__Task statement__
Pull out every line below that holds the word "Elevation".

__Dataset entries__

○ ○ ○

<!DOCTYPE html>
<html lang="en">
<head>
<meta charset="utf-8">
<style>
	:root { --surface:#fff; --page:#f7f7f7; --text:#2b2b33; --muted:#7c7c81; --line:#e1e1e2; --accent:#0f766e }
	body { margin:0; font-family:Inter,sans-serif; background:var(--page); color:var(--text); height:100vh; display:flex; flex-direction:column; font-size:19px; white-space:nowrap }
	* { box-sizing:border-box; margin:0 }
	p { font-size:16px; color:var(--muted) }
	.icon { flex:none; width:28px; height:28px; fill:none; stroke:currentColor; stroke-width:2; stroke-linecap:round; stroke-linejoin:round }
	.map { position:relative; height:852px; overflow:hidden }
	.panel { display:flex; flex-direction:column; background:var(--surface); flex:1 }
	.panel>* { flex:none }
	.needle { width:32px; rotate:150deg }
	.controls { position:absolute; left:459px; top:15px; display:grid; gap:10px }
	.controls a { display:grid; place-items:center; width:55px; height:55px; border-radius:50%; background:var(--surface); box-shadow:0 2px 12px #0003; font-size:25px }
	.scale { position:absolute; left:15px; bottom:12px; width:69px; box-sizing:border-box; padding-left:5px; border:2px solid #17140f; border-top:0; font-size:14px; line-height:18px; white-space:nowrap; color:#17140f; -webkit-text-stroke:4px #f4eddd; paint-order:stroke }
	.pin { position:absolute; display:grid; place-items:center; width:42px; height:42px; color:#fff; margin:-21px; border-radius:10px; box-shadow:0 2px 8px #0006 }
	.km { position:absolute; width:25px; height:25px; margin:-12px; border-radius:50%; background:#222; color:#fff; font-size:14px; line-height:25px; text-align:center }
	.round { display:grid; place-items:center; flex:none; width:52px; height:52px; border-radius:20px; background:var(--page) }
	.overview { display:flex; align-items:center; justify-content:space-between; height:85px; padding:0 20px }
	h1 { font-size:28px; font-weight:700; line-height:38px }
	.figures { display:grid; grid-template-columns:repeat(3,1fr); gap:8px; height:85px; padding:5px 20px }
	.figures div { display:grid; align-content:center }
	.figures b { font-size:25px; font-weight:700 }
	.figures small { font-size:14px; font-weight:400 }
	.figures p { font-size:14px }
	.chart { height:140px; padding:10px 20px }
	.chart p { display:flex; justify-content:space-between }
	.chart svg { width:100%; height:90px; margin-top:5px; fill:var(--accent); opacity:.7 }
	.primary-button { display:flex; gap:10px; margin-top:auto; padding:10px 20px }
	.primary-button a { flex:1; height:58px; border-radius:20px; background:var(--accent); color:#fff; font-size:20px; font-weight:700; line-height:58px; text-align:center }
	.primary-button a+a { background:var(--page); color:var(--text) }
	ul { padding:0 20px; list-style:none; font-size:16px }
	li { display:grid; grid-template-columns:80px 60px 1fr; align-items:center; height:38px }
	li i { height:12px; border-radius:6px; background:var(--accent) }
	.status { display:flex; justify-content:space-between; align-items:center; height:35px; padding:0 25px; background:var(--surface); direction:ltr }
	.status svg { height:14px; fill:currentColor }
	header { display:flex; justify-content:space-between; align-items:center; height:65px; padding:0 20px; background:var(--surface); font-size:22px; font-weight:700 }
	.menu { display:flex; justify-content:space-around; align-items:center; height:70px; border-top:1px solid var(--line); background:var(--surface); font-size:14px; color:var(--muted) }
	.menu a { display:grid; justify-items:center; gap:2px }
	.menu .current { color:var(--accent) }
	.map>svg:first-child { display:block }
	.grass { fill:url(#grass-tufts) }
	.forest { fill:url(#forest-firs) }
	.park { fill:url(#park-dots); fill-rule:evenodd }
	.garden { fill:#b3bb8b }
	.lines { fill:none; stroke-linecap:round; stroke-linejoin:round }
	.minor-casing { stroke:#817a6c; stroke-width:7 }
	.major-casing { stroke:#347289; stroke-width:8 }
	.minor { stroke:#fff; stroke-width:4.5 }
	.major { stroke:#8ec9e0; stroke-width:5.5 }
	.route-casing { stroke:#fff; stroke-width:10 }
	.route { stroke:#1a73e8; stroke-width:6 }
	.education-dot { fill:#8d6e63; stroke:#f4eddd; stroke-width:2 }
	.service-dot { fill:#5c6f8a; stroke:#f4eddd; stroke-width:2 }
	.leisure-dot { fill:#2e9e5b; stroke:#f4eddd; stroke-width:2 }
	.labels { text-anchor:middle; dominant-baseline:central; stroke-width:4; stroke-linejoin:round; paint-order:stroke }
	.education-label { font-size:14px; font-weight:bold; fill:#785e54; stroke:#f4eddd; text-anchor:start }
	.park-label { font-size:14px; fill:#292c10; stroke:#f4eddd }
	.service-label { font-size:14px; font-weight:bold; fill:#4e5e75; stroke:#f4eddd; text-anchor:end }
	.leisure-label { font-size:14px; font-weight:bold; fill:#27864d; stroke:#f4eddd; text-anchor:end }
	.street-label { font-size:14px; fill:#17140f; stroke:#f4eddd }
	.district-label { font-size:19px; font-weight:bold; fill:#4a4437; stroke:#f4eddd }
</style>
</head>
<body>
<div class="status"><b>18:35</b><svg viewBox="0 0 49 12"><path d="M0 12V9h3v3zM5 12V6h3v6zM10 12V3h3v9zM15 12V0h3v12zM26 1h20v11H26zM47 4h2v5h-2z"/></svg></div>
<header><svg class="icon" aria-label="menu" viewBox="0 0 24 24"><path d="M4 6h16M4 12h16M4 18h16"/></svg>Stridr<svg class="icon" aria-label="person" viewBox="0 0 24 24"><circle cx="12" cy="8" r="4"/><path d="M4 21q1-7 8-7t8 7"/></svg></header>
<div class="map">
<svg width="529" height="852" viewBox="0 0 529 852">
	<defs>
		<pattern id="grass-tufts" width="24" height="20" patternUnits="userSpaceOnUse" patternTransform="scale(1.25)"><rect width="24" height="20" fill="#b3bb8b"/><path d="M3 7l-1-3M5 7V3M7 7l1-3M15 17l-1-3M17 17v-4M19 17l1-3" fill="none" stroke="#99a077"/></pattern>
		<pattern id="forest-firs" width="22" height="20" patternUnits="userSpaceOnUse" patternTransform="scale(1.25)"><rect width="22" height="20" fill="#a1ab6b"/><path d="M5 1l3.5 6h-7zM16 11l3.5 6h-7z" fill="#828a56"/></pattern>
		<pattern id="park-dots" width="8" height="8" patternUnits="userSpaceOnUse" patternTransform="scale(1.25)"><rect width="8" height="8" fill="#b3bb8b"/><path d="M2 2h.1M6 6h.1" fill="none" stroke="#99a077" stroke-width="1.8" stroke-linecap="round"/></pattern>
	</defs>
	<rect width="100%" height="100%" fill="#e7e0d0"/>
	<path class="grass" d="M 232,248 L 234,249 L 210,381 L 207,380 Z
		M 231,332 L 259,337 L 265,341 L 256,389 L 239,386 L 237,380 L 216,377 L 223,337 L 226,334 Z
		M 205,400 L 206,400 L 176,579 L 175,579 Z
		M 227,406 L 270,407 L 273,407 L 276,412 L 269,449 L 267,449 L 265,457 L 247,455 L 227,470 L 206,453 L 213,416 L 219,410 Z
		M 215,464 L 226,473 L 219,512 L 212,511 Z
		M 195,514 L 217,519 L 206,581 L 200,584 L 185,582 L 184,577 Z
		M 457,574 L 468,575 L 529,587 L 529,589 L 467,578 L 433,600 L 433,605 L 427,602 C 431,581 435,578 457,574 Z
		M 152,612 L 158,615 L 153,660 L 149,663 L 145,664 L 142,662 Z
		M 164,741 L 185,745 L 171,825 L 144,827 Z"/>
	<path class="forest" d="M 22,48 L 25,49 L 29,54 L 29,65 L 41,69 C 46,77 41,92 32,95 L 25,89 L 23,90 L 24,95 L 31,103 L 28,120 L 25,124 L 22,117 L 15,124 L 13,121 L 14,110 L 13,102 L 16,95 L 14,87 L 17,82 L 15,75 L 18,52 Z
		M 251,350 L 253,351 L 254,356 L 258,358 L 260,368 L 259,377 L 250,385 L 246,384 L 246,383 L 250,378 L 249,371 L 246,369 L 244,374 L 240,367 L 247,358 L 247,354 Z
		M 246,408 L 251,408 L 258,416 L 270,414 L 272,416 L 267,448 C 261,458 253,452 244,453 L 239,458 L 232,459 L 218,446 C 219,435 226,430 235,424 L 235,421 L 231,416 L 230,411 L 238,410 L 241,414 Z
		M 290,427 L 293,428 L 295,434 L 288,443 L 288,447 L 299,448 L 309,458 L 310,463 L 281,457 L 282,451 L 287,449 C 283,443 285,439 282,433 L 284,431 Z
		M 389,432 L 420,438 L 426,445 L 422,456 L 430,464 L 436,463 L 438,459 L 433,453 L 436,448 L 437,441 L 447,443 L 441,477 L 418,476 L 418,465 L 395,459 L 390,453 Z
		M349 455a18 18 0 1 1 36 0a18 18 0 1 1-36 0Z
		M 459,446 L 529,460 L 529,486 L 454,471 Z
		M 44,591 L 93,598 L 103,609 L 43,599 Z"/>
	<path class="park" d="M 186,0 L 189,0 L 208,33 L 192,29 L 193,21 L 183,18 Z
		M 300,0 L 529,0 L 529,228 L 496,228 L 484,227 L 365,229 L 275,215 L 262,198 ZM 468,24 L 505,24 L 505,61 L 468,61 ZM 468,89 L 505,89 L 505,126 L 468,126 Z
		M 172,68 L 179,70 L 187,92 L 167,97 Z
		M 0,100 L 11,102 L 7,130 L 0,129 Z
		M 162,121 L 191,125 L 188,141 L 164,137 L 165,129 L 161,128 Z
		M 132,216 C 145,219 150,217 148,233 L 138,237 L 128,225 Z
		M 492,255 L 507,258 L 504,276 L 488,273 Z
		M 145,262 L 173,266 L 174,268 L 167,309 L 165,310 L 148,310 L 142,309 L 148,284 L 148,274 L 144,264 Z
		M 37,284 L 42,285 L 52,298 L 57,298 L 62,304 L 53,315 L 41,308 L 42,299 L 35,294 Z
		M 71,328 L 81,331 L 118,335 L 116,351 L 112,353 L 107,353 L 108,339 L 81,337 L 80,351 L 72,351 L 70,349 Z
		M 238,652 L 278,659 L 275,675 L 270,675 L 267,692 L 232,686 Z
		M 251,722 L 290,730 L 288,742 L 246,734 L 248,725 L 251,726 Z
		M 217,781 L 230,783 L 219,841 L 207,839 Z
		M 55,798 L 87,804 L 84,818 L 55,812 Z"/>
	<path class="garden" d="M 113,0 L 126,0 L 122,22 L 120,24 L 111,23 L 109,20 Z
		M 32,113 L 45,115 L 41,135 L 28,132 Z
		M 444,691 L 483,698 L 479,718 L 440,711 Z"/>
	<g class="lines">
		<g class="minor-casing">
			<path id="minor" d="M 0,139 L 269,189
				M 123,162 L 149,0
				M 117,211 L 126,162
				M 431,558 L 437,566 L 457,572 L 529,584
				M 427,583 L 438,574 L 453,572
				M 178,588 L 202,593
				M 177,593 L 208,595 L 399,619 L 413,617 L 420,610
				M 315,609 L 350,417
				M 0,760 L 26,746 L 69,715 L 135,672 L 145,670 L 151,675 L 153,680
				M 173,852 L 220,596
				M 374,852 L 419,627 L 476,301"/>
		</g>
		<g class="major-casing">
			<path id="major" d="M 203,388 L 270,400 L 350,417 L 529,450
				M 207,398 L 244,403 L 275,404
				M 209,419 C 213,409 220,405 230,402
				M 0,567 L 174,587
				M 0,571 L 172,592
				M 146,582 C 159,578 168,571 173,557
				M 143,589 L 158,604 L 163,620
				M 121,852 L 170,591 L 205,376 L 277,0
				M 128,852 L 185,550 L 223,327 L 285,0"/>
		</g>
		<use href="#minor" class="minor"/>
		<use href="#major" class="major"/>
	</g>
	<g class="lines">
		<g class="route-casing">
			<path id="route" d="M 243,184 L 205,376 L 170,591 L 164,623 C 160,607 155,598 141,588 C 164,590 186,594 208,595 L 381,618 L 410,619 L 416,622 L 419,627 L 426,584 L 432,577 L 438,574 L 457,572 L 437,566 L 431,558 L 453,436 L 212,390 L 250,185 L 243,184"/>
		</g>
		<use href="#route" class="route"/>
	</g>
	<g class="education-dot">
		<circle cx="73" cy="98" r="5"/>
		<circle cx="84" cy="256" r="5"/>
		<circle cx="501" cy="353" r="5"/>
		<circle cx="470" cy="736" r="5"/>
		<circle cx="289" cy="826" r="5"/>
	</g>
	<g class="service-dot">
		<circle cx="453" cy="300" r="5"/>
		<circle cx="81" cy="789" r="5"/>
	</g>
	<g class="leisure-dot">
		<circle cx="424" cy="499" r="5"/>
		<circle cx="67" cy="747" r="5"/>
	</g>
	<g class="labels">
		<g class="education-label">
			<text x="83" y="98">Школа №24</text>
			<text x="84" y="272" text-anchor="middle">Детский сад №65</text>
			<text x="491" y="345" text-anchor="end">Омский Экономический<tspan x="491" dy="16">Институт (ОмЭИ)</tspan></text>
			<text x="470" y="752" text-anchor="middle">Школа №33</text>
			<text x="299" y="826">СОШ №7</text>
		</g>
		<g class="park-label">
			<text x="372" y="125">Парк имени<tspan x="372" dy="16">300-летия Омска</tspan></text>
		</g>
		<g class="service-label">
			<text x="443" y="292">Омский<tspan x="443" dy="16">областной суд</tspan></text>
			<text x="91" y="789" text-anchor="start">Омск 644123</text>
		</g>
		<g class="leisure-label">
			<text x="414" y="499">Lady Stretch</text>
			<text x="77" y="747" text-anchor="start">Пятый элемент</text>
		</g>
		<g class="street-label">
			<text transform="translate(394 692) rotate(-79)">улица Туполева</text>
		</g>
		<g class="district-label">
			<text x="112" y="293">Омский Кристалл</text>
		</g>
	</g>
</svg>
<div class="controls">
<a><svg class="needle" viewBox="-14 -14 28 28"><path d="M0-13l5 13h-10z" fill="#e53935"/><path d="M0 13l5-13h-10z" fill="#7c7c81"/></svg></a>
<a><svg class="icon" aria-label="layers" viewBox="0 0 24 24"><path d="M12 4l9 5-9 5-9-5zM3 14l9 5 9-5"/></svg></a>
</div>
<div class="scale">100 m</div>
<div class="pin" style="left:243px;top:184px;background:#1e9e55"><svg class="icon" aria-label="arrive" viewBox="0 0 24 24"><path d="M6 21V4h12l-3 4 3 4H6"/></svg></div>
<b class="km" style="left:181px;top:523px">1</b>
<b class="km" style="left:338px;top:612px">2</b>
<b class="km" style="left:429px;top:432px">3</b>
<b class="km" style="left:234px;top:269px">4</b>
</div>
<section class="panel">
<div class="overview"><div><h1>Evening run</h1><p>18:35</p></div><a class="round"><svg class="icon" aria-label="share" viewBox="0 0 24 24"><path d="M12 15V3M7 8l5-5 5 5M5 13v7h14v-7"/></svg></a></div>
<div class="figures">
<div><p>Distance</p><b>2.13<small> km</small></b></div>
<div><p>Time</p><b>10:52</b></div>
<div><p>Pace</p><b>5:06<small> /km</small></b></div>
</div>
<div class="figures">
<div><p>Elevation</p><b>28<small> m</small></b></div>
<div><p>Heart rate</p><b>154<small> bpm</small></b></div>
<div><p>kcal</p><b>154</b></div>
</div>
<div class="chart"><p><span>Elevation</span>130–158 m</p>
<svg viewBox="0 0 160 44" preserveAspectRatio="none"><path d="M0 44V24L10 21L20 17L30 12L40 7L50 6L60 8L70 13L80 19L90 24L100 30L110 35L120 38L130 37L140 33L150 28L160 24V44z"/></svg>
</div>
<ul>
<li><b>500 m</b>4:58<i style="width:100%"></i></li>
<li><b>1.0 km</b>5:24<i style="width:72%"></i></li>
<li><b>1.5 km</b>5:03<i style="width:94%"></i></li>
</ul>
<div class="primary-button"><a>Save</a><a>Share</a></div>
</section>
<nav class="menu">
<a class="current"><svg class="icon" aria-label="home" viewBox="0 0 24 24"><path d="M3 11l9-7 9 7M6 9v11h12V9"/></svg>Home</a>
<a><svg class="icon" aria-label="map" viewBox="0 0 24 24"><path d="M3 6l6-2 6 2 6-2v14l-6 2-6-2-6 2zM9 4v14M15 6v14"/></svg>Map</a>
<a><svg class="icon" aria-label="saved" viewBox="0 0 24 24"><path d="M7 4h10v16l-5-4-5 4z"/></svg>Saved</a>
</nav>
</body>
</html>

○ ○ ○

__Your solution__
<div><p>Elevation</p><b>28<small> m</small></b></div>
<div class="chart"><p><span>Elevation</span>130–158 m</p>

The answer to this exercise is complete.